И вот теперь в столовой Киселева, слушая, с какой восторженностью говорят все о смелом выступлении Орлова, какое большое значение его речи придают, Денис Васильевич испытывал странное чувство недоумения и неясной душевной тревоги.
Больше всех восхищался Волконский:
— Самое замечательное в этой речи, господа, что она не оставляет нас равнодушными… Каждое слово развивает во мне чувства гражданина! Я вижу в Михайле Орлове истинного патриота, желающего искоренения общественных пороков и устройства справедливых отношений между людьми.
— А какова его критика староверов и гасильников! Какова сила воздействия на общественное мнение! — поддерживали другие. — Помните, господа, еще Дюкло писал, что «общественное мнение рано или поздно опрокидывает любой деспотизм…»

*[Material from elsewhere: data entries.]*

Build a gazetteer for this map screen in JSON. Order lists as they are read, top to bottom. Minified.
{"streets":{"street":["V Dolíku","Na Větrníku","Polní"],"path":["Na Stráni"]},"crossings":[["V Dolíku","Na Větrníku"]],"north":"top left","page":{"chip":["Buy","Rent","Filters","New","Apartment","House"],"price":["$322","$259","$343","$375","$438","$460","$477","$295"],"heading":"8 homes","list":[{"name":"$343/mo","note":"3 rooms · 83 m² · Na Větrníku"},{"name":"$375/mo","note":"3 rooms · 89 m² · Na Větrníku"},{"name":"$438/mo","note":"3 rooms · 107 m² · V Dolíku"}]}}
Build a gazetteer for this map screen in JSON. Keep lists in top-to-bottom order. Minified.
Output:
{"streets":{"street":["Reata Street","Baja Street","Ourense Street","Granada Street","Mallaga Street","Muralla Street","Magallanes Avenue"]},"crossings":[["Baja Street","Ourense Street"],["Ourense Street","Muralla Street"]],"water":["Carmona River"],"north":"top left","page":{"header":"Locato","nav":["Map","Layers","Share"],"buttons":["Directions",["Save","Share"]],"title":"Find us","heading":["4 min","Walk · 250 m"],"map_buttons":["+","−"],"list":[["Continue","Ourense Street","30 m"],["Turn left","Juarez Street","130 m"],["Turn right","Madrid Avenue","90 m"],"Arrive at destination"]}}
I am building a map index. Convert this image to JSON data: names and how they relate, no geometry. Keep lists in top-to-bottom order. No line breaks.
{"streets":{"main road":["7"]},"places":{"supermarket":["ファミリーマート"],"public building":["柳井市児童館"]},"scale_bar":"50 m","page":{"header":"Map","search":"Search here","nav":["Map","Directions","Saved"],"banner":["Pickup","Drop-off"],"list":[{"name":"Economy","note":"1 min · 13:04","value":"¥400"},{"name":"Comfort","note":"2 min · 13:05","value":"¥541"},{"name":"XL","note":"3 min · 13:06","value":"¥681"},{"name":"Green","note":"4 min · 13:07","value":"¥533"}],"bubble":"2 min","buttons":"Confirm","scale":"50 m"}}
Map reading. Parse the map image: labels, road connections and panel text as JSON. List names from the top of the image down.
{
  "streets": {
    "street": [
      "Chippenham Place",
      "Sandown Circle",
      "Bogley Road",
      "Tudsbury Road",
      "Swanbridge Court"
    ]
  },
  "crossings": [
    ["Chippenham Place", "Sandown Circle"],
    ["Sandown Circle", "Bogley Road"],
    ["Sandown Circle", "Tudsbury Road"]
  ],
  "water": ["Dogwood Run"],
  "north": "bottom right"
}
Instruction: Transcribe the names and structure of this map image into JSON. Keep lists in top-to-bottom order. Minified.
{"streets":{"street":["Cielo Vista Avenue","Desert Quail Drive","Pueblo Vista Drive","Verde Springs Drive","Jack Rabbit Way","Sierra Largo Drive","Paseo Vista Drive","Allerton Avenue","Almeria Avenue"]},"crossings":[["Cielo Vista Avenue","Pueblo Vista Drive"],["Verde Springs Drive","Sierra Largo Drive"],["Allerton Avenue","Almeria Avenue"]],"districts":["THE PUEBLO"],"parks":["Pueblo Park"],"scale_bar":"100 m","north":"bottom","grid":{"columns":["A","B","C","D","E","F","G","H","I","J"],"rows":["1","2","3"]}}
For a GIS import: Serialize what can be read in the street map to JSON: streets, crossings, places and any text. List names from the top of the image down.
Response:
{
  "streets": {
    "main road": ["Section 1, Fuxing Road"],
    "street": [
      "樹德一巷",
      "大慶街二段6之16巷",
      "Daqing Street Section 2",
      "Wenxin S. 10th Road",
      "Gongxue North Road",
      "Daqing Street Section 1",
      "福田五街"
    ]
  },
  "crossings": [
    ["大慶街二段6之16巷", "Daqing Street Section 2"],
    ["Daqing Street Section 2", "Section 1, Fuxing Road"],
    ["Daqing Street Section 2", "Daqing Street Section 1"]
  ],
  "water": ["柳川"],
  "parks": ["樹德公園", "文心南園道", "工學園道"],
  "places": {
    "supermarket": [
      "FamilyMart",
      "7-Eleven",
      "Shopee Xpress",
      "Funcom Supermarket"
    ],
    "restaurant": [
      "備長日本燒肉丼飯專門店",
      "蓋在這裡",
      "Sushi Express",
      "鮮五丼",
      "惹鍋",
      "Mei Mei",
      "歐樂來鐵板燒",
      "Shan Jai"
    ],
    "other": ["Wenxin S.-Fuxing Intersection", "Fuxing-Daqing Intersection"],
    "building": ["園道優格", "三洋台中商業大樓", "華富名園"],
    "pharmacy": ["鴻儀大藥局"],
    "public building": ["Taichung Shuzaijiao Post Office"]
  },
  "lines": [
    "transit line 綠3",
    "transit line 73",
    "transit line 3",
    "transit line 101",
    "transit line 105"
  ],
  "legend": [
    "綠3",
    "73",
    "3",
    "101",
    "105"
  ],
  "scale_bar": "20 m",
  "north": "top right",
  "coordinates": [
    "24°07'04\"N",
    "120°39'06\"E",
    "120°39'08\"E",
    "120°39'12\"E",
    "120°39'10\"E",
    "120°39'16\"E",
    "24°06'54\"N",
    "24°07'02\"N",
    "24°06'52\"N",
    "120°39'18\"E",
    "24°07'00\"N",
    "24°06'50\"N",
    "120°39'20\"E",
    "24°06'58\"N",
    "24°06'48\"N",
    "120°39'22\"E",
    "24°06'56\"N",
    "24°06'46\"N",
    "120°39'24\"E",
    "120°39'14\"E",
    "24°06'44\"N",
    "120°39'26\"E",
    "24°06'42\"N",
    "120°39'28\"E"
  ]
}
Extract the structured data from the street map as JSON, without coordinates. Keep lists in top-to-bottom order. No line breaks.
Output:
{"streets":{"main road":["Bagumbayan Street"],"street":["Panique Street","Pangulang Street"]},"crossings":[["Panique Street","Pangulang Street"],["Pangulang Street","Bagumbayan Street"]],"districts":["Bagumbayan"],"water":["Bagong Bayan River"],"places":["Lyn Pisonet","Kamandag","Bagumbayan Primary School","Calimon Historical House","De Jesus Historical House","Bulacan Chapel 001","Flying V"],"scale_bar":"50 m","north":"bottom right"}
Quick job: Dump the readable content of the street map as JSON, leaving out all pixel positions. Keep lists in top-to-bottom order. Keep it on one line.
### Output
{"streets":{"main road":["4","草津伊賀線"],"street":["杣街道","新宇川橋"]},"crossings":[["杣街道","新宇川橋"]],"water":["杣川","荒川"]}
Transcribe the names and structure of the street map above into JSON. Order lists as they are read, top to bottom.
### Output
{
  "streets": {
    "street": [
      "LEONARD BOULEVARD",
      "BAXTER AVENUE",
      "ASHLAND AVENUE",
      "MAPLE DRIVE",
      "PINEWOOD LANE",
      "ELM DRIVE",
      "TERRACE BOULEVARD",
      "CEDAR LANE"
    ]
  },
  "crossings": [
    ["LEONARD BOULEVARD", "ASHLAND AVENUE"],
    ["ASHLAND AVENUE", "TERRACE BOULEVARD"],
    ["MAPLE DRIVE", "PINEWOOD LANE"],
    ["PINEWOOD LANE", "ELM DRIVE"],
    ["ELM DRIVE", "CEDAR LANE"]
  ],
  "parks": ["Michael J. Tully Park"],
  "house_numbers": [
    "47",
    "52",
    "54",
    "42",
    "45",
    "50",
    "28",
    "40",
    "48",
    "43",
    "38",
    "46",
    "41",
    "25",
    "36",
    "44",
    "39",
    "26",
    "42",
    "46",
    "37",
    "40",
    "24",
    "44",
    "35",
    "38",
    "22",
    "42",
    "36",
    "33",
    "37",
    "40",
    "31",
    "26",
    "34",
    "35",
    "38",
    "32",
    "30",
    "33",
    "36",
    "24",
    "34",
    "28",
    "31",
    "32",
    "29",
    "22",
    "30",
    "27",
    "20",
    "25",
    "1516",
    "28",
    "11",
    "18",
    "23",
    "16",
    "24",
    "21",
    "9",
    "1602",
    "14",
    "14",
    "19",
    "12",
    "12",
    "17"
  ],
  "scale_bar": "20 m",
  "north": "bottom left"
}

Всплывали одна за другой новые, не менее острые темы. Говорили без стеснения о многих язвах отечества, о жестоких порядках и нравах, об ужасах аракчеевщины. И, что показалось Денису Васильевичу особенно странным, Киселев слушал с видимым сочувствием, со многим соглашался и при тостах дружески со всеми чокался.
Молчал один Пестель. Волевое, умное лицо его оставалось непроницаемым.
И лишь когда Бурцов заговорил о том, как важно для блага отечества и сограждан нравственное совершенствование путем просвещения, лицо Пестеля слегка оживилось.
— А вам не кажется, Иван Григорьевич, — спросил он вполне учтиво и вместе с тем чуть иронически, — что для указанной вами великой цели одного нравственного совершенствования маловато?
Бурцов явно смутился:
— Во всяком случае, я убежден… Это одна из благороднейших задач нашего времени…
— А не угодно ли вам признать, — спокойно и твердо продолжал Пестель, — что мы слишком много говорим о благе отечества, о благороднейших задачах нашего времени и слишком мало действуем?